This summer, Allegra Abramo joins InvestigateWest from the CUNY Graduate School of Journalism, where she is studying for a Master’s degree in journalism with a focus on health and science. She’s the kind of journalist we love — skeptical and interesting, with a fondness for data and people alike. Here are a few questions we asked so we could introduce her to you.
What made you want to be a journalist?
When I took a mid-career pause to assess how I wanted to spend the rest of my working life, I realized research and writing are the tasks I enjoy the most. I’m happiest when I’m learning something new every day, and I have the annoying habit of asking “why?” a lot. Journalism seemed like the perfect fit. It gives me an excuse to interview a scientist one day and a community leader the next, to grapple with the nitty-gritty of how research was done and its limitations, and how policies and programs are affecting people on the ground. Then I get to delve into reports and scrutinize data, and finally weave what I learn into a story that helps people understand the world.

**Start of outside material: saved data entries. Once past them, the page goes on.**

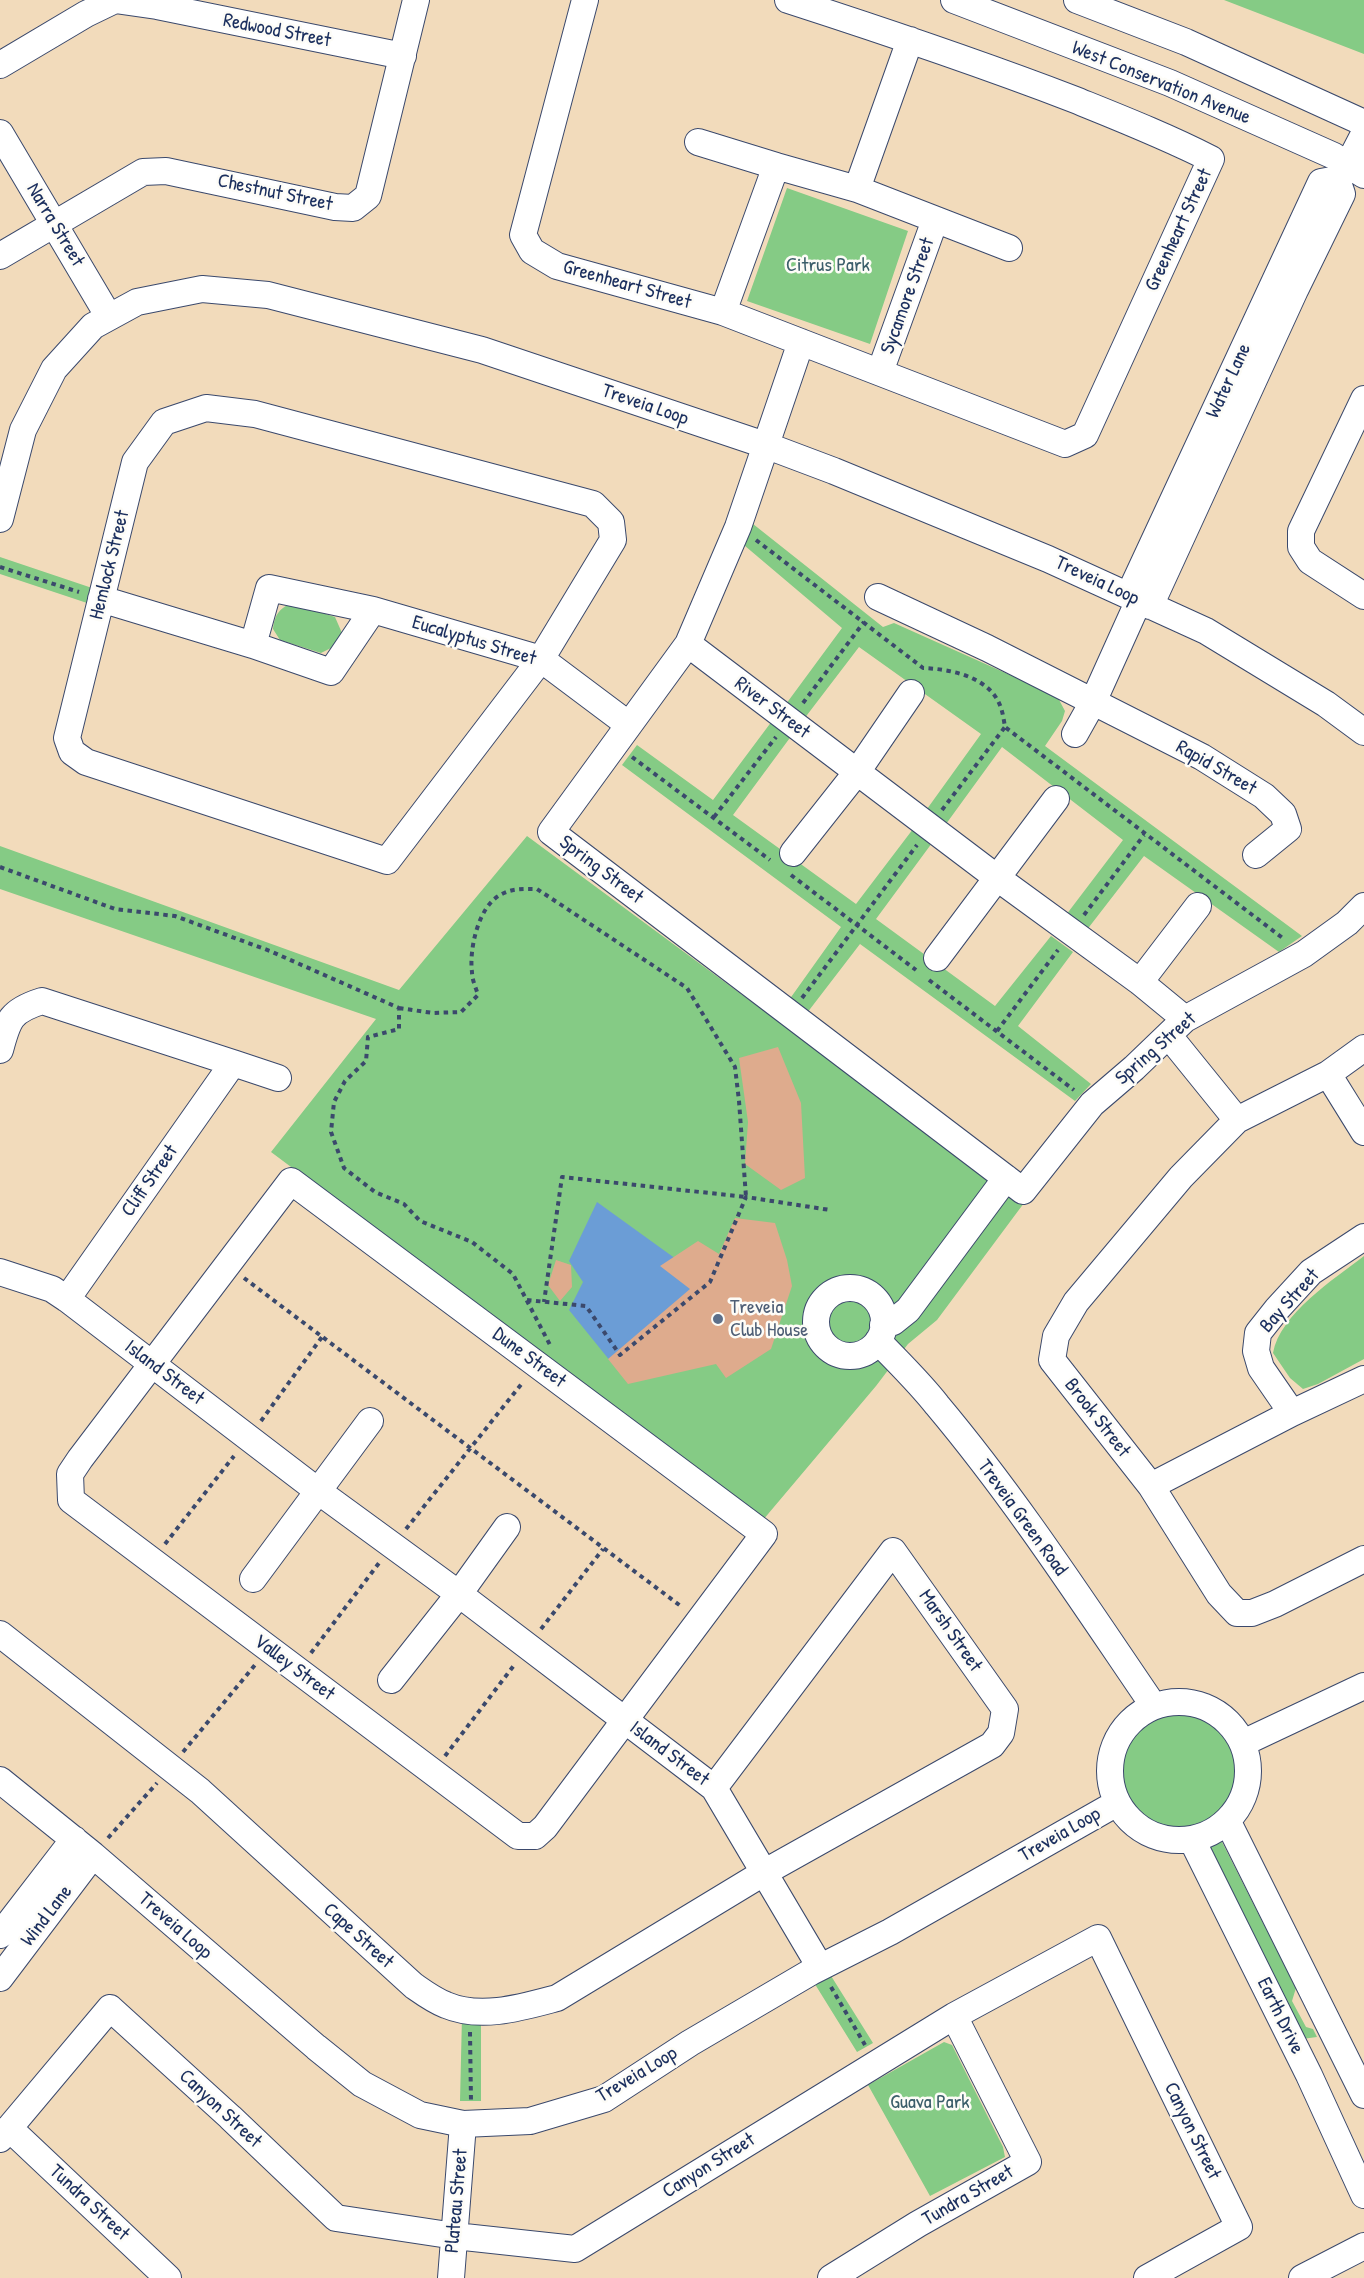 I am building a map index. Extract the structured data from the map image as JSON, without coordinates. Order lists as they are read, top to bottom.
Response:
{
  "streets": {
    "street": [
      "Redwood Street",
      "West Conservation Avenue",
      "Chestnut Street",
      "Narra Street",
      "Greenheart Street",
      "Sycamore Street",
      "Water Lane",
      "Treveia Loop",
      "Hemlock Street",
      "Eucalyptus Street",
      "River Street",
      "Rapid Street",
      "Spring Street",
      "Cliff Street",
      "Bay Street",
      "Dune Street",
      "Island Street",
      "Brook Street",
      "Treveia Green Road",
      "Marsh Street",
      "Valley Street",
      "Wind Lane",
      "Cape Street",
      "Earth Drive",
      "Canyon Street",
      "Tundra Street",
      "Plateau Street"
    ]
  },
  "crossings": [
    ["Redwood Street", "Chestnut Street"],
    ["West Conservation Avenue", "Water Lane"],
    ["Chestnut Street", "Narra Street"],
    ["Narra Street", "Treveia Loop"],
    ["Greenheart Street", "Sycamore Street"],
    ["Water Lane", "Treveia Loop"],
    ["Treveia Loop", "Spring Street"],
    ["Treveia Loop", "Island Street"],
    ["Treveia Loop", "Treveia Green Road"],
    ["Treveia Loop", "Wind Lane"],
    ["Treveia Loop", "Earth Drive"],
    ["Treveia Loop", "Plateau Street"],
    ["Hemlock Street", "Eucalyptus Street"],
    ["Eucalyptus Street", "Spring Street"],
    ["River Street", "Spring Street"],
    ["Spring Street", "Treveia Green Road"],
    ["Cliff Street", "Island Street"],
    ["Dune Street", "Island Street"],
    ["Dune Street", "Valley Street"],
    ["Island Street", "Marsh Street"],
    ["Island Street", "Valley Street"],
    ["Island Street", "Cape Street"],
    ["Treveia Green Road", "Earth Drive"],
    ["Marsh Street", "Cape Street"],
    ["Canyon Street", "Tundra Street"],
    ["Canyon Street", "Plateau Street"]
  ],
  "parks": ["Citrus Park", "Guava Park"],
  "places": ["Treveia Club House"]
}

What brought you to InvestigateWest?
I come to journalism after a first career in environmental work with nonprofits and government, including managing water conservation programs for Seattle Public Utilities. During and after completing a dual Master of Public Administration/M.S. in natural resources management at the University of Washington, I also did research and evaluations on topics including public housing, recycling and women in the building trades. I care deeply about fostering more effective public policies and institutions, especially around environmental and social justice issues. And that’s what InvestigateWest does, by helping people understand what is at stake and holding our leaders accountable. I’m excited to apply my analytical skills and diverse background to journalism that advances the civic discourse in the region I call home.

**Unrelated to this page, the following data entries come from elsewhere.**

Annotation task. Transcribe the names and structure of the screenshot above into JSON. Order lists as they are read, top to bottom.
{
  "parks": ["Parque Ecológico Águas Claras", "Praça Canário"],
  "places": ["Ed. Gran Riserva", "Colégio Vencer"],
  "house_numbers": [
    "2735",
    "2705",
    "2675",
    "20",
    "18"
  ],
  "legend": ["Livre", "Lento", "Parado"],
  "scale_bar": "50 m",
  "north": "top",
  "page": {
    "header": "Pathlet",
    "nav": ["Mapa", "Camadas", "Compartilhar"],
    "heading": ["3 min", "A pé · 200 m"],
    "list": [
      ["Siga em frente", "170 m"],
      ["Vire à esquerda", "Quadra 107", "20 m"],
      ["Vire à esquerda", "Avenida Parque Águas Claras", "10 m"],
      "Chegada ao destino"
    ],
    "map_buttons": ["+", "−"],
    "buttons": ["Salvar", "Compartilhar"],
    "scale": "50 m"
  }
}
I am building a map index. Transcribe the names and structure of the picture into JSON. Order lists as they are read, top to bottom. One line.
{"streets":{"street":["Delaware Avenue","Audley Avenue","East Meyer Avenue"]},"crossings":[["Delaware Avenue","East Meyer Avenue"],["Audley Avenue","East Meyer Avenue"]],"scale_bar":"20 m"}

What was memorable about your first year at CUNY?
The year included a long list of firsts for me. I hauled 30 pounds of video equipment around the barrios south of hipster Brooklyn, begging people to talk (in any language!) on tape about the mayoral election. I jostled with the New York City press corps to snap photos of Joan Rivers and Michael Kors at a press conference announcing the expansion of an emergency feeding program. I recorded and edited an audio story about an old-fashioned Italian butcher shop in Queens. But it’s the people I met along the way who stand out the most. I kept seeing a guy in paint-splattered clothes pushing a shopping cart around my working-class Queens neighborhood. It turned out he’d taken it upon himself to beautify the neighborhood by removing graffiti, planting gardens and giving every fire hydrant and light pole a coat of gleaming silver paint. I ended up doing a photo essay on him and the eclectic group of neighbors who rallied behind him, including members of the local Muslim, Mormon and Buddhist communities.
What fills your time outside the office?
My partner and I volunteer as foster “parents” with the Seattle Animal Shelter, nursing sick cats and training rambunctious dogs until they’re ready for adoption. During Washington’s short but glorious summers, we spend as many weekends as we can hiking and backpacking in the mountains.